Austin Parks and Recreation Department
Texan by Nature is excited to recognize Sanderson Farms as a 2022 TxN 20 honoree for their leadership in conservation and sustainability. Sanderson Farms’ commitment to conservation, their projects, programs, best practices and lessons learned are an example and inspiration for us all.
Honoree Industry and Size: Agriculture – Enterprise
Sanderson Farms, Inc., founded in 1947, is engaged in the production, processing, marketing, and distribution of fresh and frozen chicken and other prepared food items. With more than 18,000 employees in operations spanning five states and 17 different cities, Sanderson Farms is the third-largest poultry producer in the United States. As a company, Sanderson Farms is committed to adopting a fresh approach in everything they do, not only where products are concerned but company-wide, as well. Though the company has grown in size, it still adheres to the same hometown values of honesty, integrity and innovation that were established when the Sanderson family founded the company back in 1947. In Texas, Sanderson Farms employs over 6,500 people at processing plants, hatcheries and feed mills in Bryan, Easterly, Lindale, Mineola, Palestine, Tyler, Waco and Oakwood, Texas.
What is Sanderson Farms’ conservation and sustainability mission and why is it important to your culture?
As a public company, our primary responsibility is to create long-term value for our shareholders. Over the last 75 years, we have created shareholder value through our strategy of internal growth, conservative financial management and a relentless focus on operational efficiency. But our success has depended on more than these fundamentals. A key part of our strategic plan has always been an emphasis on our environmental and social responsibilities, and our commitment to constituents other than our shareholders.
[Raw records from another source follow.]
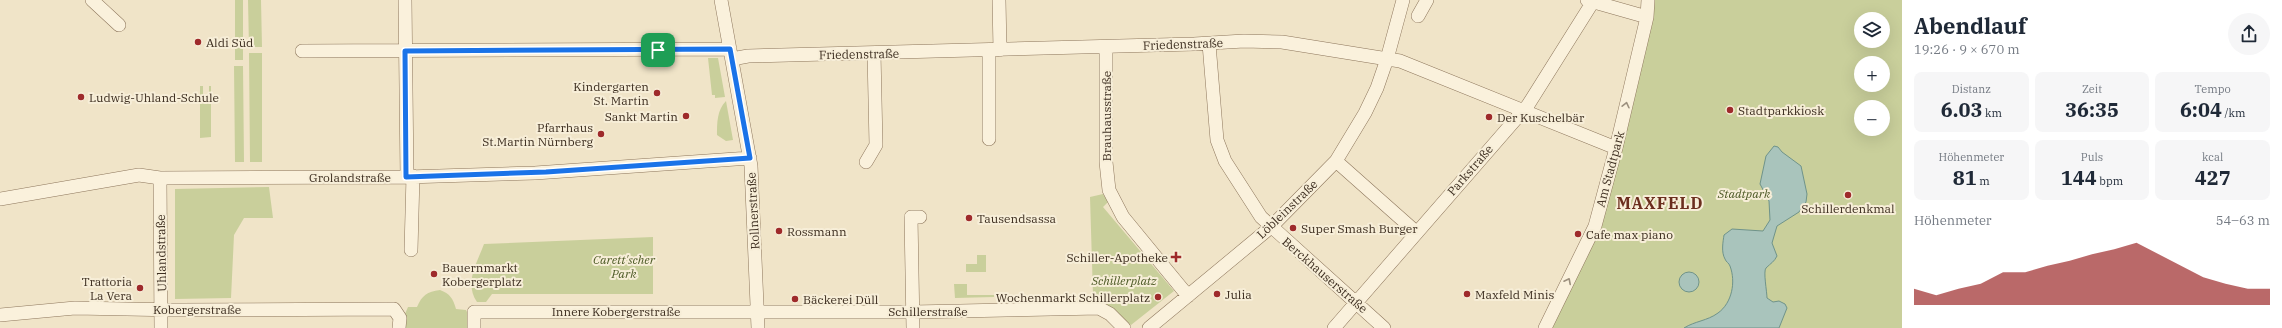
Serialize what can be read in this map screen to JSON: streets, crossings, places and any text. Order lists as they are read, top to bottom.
{
  "streets": {
    "street": [
      "Friedenstraße",
      "Brauhausstraße",
      "Am Stadtpark",
      "Parkstraße",
      "Grolandstraße",
      "Löbleinstraße",
      "Rollnerstraße",
      "Uhlandstraße",
      "Berckhauserstraße",
      "Kobergerstraße",
      "Innere Kobergerstraße",
      "Schillerstraße"
    ]
  },
  "crossings": [
    ["Friedenstraße", "Brauhausstraße"],
    ["Friedenstraße", "Am Stadtpark"],
    ["Friedenstraße", "Parkstraße"],
    ["Friedenstraße", "Löbleinstraße"],
    ["Friedenstraße", "Rollnerstraße"],
    ["Friedenstraße", "Berckhauserstraße"],
    ["Brauhausstraße", "Löbleinstraße"],
    ["Parkstraße", "Berckhauserstraße"],
    ["Grolandstraße", "Rollnerstraße"],
    ["Grolandstraße", "Uhlandstraße"],
    ["Löbleinstraße", "Berckhauserstraße"],
    ["Rollnerstraße", "Innere Kobergerstraße"],
    ["Rollnerstraße", "Schillerstraße"],
    ["Uhlandstraße", "Kobergerstraße"],
    ["Innere Kobergerstraße", "Schillerstraße"]
  ],
  "one_way": ["Am Stadtpark"],
  "districts": ["MAXFELD"],
  "parks": ["Stadtpark", "Carett'scher Park", "Schillerplatz"],
  "places": {
    "other": [
      "Aldi Süd",
      "Kindergarten St. Martin",
      "Ludwig-Uhland-Schule",
      "Stadtparkkiosk",
      "Sankt Martin",
      "Der Kuschelbär",
      "Pfarrhaus St.Martin Nürnberg",
      "Schillerdenkmal",
      "Tausendsassa",
      "Super Smash Burger",
      "Rossmann",
      "Cafe max piano",
      "Bauernmarkt Kobergerplatz",
      "Trattoria La Vera",
      "Julia",
      "Maxfeld Minis",
      "Wochenmarkt Schillerplatz",
      "Bäckerei Düll"
    ],
    "health": ["Schiller-Apotheke"]
  },
  "page": {
    "heading": ["Abendlauf", "19:26 · 9 × 670 m"],
    "map_buttons": ["+", "−"],
    "stats": [
      ["Distanz", "6.03 km"],
      ["Zeit", "36:35"],
      ["Tempo", "6:04 /km"],
      ["Höhenmeter", "81 m"],
      ["Puls", "144 bpm"],
      ["kcal", "427"]
    ],
    "chart": ["Höhenmeter", "54–63 m"]
  }
}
Our success is directly tied to the success of our employees, contract producers and neighbors, the health and success of our communities, the future of the environment, the health and well-being of the animals we raise, and the satisfaction of our customers. We believe we can maximize shareholder value and create a sustainable future for our company only if we consider the interests of all of these stakeholders.
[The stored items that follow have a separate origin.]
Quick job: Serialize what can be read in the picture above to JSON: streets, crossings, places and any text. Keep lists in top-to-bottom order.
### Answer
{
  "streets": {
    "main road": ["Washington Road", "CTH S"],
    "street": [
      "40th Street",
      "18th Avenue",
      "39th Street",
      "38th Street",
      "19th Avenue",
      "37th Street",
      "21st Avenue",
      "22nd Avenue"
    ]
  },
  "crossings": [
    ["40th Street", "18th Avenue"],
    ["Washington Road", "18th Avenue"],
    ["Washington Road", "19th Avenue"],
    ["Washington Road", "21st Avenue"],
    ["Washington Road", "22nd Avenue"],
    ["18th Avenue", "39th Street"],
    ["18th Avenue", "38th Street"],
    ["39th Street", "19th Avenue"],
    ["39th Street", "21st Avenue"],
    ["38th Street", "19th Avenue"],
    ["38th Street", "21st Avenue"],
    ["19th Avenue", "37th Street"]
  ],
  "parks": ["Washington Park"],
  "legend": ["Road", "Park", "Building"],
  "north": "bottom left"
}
We must ensure that our company will not only survive in the long-term but will also thrive. We believe that continuing to prioritize sustainable business practices in our operations is critical to our success over the next 75 years and beyond.
Read our Corporate Responsibility Statement
How is conservation and sustainability a part of Sanderson Farm’s business strategy?
Sanderson Farms believes strongly that we cannot fulfill our corporate purpose without conducting our business in a sustainable manner and with total integrity. Resource conservation and sustainable operations are incorporated into our strategy through operational efficiency. Efficient operations are inherently more sustainable because they use fewer resources, such as water, electricity and natural gas. Operating sustainably also means providing our employees with a safe place to work; fair pay and benefits; fair, equitable, and inclusive treatment; requiring humane treatment of the birds under our care; providing our customers with the highest quality and safest products possible while listening and being responsive to their needs; building long-term, mutually beneficial relationships with our contract producers and supporting them and their efforts to succeed in their chosen vocation; operating in an environmentally sound way; and participating in and supporting our communities. Our business cannot be truly sustainable unless we inspire the trust of everyone who deals with our company.
Our future prosperity as a company depends on our ability to help ensure a sustainable future for society and to anticipate and manage threats to our long-term strategy from climate, social and economic developments. Our shareholders also share our belief that the interests of our other stakeholders impact the value of their investment in us.
“Our founders recognized from the beginning that to be successful, we must manage our business sustainably. It was fundamental to them to focus on the ‘long run,’ or what we now refer to as the long-term, because of their belief that the company should not generate profits by compromising the ability of future generations to meet their needs. By helping to ensure a sustainable future for society, we also help ensure that our company will have a long-term role in meeting society’s future needs.”
-Joe F. Sanderson Jr, chairman of the board and chief executive officer of Sanderson Farms.
What are Sanderson Farm’s short and long-term goals as they relate to conservation and sustainability?
In the fiscal year 2020, Sanderson Farms aimed to reduce our natural gas usage by 2% compared to the previous year by increasing our production of renewable energy or biogas. This goal has since been exceeded as we have reduced our natural gas usage by 3.9% in fiscal year 2020 compared to the previous fiscal year. In the fiscal year 2021, the company has set another goal of reducing our natural gas usage by 2% compared to the previous fiscal year by increasing our production of renewable energy or biogas.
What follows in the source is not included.